EXERCISE DESCRIPTION:
Of the lines below, report only those that contain "JSON".

SOURCE INFORMATION:
- Opening Delimiter -

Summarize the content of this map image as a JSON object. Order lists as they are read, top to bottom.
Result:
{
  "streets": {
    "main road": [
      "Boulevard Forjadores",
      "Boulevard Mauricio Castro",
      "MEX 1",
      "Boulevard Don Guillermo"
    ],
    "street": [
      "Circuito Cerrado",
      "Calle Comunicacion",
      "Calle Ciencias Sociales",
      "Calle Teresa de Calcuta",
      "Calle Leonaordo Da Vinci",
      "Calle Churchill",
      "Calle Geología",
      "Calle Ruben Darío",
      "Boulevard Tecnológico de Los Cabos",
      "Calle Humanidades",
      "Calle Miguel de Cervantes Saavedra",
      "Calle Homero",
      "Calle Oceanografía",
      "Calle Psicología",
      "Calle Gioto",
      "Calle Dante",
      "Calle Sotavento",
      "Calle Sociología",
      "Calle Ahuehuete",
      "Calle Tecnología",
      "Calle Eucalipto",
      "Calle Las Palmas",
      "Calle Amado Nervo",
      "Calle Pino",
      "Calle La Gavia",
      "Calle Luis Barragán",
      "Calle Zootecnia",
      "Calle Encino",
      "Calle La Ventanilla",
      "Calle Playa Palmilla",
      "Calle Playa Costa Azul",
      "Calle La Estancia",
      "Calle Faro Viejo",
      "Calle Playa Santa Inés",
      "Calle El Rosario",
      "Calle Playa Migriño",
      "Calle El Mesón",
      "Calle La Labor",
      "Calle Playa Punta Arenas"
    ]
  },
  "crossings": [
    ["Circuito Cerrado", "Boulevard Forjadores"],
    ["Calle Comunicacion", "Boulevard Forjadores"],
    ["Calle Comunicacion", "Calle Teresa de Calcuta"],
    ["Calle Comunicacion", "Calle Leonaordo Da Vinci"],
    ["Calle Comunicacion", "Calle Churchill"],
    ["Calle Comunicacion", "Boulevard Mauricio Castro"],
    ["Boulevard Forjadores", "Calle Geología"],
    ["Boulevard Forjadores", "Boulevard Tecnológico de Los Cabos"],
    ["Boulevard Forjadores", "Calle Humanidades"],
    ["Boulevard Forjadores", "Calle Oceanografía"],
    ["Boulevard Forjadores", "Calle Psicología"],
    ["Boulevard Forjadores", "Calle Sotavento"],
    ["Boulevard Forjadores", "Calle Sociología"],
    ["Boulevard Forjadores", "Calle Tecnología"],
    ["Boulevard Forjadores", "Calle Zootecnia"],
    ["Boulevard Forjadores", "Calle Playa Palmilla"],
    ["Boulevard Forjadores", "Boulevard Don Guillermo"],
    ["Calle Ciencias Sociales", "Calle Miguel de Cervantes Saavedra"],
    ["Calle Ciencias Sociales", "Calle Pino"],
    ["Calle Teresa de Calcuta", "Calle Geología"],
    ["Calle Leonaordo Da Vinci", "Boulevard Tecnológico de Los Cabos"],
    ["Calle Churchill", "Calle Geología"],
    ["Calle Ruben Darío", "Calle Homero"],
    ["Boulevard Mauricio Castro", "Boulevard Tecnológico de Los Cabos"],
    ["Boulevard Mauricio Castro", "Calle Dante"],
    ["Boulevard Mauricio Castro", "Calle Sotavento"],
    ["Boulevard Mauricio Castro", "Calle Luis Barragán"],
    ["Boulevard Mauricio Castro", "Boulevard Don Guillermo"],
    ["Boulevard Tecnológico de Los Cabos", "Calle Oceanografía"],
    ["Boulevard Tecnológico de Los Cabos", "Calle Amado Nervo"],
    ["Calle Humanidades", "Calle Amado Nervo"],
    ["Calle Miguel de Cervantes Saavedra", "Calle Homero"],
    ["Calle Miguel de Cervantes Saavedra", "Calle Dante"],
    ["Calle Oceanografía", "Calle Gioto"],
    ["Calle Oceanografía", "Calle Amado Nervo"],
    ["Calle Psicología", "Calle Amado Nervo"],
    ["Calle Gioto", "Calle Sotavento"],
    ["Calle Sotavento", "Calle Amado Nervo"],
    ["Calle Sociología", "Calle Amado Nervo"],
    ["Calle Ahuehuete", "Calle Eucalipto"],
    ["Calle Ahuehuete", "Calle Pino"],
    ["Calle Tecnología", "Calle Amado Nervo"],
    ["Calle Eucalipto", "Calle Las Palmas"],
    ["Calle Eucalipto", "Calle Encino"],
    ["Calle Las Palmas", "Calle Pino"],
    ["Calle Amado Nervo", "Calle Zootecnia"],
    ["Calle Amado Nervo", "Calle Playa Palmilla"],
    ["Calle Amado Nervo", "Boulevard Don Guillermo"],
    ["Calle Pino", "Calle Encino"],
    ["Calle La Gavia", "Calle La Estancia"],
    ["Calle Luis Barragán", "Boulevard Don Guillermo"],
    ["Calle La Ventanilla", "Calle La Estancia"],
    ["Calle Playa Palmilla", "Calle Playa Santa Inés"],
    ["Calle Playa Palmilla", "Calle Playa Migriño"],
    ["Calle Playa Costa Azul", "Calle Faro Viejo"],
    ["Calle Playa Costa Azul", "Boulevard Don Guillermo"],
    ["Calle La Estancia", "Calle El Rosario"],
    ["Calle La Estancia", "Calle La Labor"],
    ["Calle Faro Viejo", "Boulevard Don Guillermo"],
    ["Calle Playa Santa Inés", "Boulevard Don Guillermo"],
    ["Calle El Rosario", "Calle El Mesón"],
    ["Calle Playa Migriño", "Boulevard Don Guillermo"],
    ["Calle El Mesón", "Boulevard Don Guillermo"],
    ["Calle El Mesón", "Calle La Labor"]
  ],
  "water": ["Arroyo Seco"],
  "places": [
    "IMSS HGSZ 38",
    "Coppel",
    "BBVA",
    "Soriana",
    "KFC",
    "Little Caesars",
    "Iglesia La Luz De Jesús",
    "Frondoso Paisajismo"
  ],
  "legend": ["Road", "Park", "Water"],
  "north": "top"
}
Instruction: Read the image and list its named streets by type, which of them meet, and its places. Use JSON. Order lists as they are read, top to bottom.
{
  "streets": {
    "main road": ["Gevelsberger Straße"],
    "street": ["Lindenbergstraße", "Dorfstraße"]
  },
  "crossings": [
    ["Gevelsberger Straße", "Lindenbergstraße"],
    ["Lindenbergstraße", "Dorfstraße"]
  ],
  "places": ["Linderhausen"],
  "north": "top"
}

- Closing Delimiter -

RESULT:
Summarize the content of this map image as a JSON object. Order lists as they are read, top to bottom.
Instruction: Read the image and list its named streets by type, which of them meet, and its places. Use JSON. Order lists as they are read, top to bottom.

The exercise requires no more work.